(GIVEN INFORMATION begins)

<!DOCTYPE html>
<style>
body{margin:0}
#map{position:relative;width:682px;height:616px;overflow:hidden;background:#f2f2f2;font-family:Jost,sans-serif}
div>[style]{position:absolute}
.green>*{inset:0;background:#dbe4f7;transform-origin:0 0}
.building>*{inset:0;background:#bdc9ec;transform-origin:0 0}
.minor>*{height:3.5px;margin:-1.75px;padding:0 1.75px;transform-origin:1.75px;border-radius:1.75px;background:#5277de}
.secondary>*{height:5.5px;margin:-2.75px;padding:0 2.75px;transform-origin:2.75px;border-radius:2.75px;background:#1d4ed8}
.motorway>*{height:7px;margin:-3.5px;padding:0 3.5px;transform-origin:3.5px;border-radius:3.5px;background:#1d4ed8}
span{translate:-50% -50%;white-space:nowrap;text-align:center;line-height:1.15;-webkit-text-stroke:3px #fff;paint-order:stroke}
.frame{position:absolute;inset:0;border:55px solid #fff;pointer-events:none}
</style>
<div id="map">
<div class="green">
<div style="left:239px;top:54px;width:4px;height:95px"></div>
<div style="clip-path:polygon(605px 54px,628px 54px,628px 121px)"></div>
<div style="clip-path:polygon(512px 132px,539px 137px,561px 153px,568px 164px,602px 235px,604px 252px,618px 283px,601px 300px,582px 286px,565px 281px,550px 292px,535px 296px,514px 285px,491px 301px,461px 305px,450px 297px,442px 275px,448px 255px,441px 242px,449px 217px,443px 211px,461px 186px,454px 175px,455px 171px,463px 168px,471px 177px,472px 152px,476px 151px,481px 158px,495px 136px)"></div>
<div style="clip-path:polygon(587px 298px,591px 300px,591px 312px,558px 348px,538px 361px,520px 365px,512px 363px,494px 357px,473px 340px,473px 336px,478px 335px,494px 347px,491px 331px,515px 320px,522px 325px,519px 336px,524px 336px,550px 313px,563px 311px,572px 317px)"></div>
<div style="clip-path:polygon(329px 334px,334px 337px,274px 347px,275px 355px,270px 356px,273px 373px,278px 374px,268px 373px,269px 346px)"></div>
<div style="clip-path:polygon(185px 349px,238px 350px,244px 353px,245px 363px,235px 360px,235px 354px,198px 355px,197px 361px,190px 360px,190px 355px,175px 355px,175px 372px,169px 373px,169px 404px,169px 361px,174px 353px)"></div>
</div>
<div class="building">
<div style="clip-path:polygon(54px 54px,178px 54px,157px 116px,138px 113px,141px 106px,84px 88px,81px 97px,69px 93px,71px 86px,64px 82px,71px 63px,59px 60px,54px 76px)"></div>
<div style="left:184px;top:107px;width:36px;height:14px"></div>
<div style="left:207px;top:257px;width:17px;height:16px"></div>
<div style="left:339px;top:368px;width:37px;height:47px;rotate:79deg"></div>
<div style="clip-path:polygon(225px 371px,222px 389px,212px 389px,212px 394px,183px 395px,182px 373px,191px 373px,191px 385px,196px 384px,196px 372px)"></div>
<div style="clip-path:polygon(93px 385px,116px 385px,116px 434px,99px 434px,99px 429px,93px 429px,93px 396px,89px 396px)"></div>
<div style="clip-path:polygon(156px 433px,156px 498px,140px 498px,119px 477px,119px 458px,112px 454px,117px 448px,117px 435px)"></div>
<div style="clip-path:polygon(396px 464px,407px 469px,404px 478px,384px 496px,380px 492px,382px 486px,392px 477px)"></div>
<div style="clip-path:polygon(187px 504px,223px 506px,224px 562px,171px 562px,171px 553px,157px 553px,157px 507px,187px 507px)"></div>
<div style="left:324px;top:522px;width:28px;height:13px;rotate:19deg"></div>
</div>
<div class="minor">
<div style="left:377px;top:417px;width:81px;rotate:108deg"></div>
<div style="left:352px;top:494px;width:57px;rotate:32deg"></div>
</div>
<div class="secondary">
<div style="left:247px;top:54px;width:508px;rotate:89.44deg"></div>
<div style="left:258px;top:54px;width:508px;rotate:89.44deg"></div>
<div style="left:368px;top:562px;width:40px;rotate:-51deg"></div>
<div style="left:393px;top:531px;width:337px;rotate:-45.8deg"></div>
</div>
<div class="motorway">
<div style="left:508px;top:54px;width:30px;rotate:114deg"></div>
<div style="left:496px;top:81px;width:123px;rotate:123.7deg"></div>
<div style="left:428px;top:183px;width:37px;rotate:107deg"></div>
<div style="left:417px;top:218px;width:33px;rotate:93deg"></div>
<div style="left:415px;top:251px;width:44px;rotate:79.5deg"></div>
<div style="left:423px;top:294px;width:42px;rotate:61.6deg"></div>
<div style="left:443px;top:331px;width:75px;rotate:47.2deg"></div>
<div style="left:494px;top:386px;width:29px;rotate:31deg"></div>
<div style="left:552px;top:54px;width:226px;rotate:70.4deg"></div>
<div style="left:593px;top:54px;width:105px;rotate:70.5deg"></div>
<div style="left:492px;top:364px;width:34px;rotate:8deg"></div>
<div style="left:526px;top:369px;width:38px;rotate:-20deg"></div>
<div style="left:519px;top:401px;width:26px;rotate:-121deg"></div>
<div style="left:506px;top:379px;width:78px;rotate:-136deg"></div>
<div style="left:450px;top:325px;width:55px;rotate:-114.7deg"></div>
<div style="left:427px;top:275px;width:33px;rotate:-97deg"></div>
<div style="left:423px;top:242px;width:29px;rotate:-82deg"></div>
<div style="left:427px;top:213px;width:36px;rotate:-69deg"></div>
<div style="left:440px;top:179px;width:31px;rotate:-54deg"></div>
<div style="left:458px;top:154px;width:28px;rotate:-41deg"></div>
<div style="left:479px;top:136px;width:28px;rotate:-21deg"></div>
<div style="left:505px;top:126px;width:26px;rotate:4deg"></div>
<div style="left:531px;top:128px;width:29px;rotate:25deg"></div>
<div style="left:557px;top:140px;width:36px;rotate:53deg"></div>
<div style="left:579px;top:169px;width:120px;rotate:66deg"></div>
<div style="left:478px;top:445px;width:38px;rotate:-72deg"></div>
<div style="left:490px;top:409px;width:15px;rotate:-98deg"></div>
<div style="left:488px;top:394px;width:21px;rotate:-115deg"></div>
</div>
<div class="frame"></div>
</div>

(GIVEN INFORMATION ends)
(GIVEN INFORMATION begins)

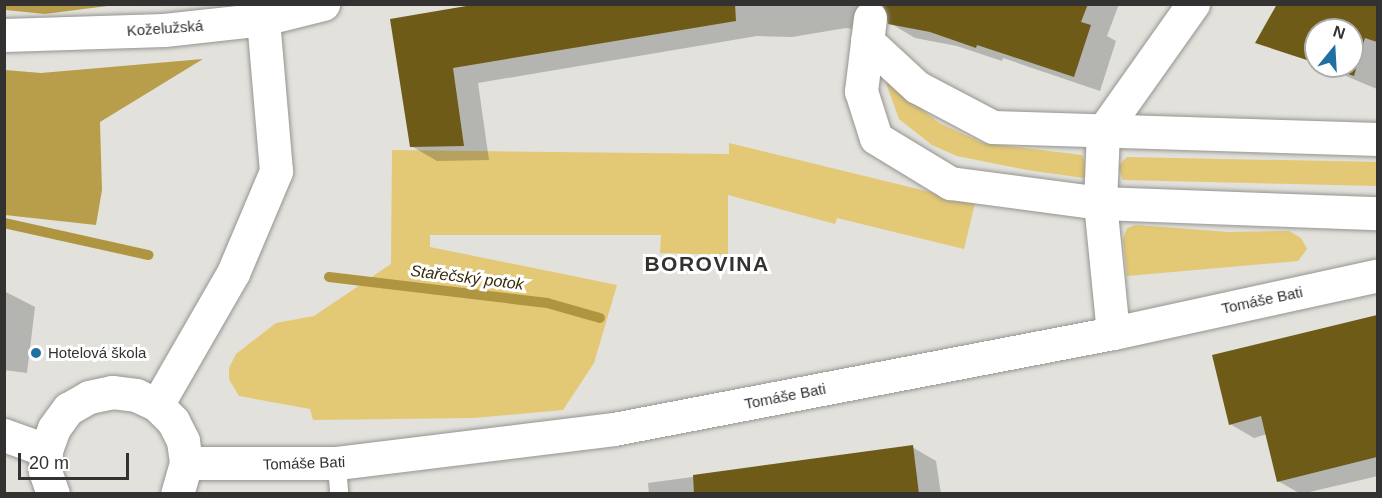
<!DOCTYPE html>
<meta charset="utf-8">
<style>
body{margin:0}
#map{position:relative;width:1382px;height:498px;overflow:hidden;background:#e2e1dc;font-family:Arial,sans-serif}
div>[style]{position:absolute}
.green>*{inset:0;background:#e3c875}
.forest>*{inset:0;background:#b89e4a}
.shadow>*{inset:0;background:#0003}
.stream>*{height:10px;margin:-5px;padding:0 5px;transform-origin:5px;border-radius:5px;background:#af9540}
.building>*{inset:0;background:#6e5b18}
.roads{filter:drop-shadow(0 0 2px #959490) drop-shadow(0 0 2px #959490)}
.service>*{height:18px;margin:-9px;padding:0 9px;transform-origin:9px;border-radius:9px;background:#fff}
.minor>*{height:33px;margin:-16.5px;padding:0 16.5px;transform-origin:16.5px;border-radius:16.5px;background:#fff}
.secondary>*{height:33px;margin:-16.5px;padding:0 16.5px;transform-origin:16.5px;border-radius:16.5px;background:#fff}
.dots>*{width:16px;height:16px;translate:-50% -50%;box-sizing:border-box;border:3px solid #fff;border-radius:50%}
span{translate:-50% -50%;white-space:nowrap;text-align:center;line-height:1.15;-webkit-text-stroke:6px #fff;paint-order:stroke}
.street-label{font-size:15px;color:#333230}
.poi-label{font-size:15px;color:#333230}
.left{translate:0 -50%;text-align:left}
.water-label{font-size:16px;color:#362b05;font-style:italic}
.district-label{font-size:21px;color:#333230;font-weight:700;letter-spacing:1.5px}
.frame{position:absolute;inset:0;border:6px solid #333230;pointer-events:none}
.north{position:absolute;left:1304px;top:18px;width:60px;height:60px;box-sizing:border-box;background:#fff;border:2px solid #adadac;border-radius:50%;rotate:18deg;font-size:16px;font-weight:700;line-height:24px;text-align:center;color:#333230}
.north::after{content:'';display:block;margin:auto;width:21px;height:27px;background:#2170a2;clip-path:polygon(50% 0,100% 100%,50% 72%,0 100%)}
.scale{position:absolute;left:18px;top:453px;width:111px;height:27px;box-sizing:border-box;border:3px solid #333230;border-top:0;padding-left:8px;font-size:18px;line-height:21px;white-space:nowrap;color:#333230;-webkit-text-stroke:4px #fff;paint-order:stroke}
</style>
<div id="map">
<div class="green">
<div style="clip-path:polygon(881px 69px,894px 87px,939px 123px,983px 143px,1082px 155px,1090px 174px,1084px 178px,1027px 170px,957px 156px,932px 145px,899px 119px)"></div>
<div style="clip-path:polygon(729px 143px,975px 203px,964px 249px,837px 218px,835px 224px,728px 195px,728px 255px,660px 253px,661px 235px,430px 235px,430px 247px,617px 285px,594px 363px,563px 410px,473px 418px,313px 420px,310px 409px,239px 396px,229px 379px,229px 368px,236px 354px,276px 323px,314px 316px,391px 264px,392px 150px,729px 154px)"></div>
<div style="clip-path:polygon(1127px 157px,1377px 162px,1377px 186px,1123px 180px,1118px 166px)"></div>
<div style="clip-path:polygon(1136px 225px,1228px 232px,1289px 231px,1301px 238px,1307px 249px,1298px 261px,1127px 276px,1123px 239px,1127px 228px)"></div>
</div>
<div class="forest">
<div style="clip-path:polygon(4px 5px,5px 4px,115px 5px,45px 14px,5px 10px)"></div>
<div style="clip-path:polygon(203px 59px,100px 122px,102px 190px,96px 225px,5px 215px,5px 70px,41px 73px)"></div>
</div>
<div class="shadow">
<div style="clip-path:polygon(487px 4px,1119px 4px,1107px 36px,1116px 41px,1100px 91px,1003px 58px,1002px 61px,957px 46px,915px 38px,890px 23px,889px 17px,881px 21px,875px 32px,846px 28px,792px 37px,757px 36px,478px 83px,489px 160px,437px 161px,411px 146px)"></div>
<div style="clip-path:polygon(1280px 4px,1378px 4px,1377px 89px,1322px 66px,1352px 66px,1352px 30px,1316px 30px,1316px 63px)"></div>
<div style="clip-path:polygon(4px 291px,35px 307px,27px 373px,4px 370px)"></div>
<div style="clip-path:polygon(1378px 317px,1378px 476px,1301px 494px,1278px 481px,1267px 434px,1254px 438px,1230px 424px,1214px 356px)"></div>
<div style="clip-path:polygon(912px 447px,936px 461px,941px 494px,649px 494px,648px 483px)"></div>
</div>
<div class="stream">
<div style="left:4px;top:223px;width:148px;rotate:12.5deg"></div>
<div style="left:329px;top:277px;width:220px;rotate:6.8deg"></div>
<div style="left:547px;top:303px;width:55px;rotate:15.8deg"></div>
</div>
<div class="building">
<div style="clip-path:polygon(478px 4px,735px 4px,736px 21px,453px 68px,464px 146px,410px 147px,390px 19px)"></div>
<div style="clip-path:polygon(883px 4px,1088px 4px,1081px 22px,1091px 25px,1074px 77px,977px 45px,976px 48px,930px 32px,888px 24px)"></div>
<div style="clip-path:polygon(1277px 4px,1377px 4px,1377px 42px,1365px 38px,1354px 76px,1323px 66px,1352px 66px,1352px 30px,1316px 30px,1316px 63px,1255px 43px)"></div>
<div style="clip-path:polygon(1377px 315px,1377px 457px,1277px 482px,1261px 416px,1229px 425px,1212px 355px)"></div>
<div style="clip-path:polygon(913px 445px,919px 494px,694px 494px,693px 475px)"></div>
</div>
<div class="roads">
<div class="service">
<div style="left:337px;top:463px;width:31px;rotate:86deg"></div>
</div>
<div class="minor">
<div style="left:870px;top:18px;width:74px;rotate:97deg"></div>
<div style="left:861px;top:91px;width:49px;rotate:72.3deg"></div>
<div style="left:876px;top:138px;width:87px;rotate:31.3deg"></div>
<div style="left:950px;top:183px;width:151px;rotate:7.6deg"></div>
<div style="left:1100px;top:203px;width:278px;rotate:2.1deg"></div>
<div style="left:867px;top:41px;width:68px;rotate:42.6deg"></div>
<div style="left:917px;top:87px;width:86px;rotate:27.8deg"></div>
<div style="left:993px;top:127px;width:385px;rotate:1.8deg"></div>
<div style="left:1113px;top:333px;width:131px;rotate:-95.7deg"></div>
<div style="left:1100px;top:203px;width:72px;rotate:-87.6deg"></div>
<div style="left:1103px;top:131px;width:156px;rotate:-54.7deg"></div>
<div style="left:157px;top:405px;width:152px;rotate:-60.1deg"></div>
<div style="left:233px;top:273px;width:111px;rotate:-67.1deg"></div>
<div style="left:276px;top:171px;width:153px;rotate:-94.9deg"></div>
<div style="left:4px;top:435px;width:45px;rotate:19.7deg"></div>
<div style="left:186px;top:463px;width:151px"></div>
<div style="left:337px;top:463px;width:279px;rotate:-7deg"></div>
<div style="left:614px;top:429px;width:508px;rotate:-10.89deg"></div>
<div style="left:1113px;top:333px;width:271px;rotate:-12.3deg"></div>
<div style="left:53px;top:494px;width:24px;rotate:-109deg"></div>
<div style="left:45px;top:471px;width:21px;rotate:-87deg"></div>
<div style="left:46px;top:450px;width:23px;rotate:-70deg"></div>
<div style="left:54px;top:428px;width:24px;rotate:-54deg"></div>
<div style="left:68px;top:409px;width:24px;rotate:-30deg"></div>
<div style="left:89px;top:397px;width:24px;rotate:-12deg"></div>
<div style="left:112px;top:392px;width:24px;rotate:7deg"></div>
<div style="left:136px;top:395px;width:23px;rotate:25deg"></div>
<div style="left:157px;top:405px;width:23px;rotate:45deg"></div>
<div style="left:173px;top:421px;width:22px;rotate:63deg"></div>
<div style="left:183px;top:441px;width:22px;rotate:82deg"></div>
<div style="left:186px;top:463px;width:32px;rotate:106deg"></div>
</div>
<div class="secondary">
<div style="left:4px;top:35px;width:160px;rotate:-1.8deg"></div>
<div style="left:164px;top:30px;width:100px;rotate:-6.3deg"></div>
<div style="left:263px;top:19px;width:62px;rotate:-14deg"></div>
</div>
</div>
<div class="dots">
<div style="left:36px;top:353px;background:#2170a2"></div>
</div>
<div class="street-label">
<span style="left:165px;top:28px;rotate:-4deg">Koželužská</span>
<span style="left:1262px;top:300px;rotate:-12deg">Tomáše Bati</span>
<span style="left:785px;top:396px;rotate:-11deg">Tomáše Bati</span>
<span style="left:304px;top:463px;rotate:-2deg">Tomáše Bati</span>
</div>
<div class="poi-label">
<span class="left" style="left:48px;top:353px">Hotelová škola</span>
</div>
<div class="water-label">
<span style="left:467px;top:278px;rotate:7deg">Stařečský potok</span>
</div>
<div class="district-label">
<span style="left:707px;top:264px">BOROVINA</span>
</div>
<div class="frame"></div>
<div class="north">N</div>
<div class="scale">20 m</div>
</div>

(GIVEN INFORMATION ends)

(TRY IT) Each line above that has the word "north" must be copied.

(TASK OUTPUT)
.north{position:absolute;left:1304px;top:18px;width:60px;height:60px;box-sizing:border-box;background:#fff;border:2px solid #adadac;border-radius:50%;rotate:18deg;font-size:16px;font-weight:700;line-height:24px;text-align:center;color:#333230}
.north::after{content:'';display:block;margin:auto;width:21px;height:27px;background:#2170a2;clip-path:polygon(50% 0,100% 100%,50% 72%,0 100%)}
<div class="north">N</div>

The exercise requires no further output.